## PROBLEM
One number is the whole answer: the tally of lines in the records that include the word "lineWidth".
[Opening DATA SUPPLIED section]
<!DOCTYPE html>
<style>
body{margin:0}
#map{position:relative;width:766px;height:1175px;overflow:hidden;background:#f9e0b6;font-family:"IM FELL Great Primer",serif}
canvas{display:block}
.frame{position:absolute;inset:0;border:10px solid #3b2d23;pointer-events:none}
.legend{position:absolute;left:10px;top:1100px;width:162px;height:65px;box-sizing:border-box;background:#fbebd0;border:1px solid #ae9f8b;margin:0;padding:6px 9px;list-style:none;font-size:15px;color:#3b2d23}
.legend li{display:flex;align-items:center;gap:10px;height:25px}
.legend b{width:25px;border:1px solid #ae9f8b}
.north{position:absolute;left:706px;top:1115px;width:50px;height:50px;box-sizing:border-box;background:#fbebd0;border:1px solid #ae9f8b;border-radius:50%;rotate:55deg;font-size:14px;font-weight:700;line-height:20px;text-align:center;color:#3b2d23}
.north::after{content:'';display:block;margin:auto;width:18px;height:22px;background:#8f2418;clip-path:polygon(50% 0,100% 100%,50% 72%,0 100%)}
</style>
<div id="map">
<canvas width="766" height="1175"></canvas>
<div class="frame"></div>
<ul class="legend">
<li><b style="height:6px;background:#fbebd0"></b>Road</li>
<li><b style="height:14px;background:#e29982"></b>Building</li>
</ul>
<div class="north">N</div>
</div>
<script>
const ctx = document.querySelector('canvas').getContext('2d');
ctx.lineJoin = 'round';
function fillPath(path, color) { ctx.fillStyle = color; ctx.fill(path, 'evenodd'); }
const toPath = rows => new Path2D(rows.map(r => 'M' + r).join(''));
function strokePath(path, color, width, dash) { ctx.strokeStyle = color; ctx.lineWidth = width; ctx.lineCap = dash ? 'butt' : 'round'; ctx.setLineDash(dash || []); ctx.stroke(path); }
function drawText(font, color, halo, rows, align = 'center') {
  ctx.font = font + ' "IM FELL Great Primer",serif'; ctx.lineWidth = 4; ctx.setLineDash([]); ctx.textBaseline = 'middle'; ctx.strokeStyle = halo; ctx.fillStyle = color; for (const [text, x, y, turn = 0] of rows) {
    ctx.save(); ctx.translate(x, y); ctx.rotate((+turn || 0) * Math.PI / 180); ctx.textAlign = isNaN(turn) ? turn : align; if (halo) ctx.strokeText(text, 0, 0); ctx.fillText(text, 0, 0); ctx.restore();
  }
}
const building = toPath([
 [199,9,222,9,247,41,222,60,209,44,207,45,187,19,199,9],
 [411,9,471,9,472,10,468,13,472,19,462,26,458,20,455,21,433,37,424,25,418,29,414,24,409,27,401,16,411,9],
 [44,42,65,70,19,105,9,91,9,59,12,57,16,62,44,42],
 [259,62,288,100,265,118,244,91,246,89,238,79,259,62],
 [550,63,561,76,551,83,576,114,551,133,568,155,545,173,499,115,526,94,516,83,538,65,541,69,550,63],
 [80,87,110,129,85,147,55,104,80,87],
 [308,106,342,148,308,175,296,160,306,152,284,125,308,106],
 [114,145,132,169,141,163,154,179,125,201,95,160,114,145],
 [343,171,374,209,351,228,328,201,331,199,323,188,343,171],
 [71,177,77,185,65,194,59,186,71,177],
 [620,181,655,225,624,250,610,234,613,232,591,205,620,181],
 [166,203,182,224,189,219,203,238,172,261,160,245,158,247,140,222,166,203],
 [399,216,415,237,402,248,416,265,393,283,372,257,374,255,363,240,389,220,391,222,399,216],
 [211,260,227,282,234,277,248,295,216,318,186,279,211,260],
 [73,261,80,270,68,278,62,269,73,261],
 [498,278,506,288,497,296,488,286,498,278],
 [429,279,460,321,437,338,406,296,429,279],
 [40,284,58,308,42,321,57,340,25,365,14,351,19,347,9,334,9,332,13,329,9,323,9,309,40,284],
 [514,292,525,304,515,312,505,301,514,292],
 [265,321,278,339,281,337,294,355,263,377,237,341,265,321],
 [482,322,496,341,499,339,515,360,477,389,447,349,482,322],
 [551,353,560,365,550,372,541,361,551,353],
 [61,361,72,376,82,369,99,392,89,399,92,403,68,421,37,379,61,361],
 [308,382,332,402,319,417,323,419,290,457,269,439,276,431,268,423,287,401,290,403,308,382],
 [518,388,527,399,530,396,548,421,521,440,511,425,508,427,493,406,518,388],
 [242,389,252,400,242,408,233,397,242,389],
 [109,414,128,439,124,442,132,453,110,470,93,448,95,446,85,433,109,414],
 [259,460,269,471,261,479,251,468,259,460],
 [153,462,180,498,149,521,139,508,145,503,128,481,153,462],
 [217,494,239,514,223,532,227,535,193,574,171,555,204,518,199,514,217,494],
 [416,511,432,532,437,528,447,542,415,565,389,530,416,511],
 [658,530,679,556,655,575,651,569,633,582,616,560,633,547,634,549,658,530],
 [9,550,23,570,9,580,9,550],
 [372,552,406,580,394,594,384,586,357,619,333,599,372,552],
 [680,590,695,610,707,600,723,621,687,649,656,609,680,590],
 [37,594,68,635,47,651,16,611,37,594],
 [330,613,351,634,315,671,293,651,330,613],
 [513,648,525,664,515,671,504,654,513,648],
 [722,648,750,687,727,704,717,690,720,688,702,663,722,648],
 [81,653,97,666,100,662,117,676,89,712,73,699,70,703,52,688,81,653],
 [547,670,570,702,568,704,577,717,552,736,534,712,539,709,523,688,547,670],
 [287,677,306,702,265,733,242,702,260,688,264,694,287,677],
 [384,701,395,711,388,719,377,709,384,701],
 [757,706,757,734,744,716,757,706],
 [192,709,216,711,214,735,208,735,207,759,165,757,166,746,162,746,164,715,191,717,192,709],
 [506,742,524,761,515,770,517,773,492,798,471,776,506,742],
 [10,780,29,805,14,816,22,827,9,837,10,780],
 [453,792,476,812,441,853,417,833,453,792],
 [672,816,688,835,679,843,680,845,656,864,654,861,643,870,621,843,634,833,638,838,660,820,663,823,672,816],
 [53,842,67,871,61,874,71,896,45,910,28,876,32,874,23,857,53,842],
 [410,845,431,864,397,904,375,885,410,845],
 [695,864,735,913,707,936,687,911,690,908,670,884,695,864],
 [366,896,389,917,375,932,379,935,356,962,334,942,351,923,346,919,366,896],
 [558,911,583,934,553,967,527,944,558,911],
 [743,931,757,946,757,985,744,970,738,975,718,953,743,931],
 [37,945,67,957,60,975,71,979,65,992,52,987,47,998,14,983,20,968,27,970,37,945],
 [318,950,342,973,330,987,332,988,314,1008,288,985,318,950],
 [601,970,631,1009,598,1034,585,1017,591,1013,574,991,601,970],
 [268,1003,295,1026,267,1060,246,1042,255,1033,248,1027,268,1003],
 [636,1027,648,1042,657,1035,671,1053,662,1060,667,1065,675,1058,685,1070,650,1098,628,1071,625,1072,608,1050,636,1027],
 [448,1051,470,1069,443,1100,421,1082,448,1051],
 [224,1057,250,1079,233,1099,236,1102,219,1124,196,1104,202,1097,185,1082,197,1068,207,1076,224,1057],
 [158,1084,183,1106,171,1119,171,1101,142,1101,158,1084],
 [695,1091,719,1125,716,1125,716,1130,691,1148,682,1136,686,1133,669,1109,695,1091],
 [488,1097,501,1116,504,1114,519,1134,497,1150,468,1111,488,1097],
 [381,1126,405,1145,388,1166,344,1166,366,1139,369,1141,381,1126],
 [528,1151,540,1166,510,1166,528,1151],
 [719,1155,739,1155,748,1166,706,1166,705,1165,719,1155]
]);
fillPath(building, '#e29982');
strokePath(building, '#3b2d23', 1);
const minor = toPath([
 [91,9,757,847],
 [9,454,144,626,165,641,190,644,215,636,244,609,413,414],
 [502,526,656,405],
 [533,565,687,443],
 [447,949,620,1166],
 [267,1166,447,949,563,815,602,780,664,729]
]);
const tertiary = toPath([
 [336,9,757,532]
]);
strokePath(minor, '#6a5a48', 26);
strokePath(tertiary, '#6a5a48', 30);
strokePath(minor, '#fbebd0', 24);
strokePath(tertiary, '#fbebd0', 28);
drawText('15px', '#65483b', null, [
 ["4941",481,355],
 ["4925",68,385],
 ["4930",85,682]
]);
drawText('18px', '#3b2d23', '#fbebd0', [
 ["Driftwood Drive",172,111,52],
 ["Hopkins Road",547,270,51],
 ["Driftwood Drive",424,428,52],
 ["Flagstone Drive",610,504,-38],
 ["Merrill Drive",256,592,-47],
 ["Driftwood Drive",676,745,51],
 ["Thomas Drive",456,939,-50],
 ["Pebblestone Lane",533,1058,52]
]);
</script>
[Closing DATA SUPPLIED section]
## ANSWER BOX
2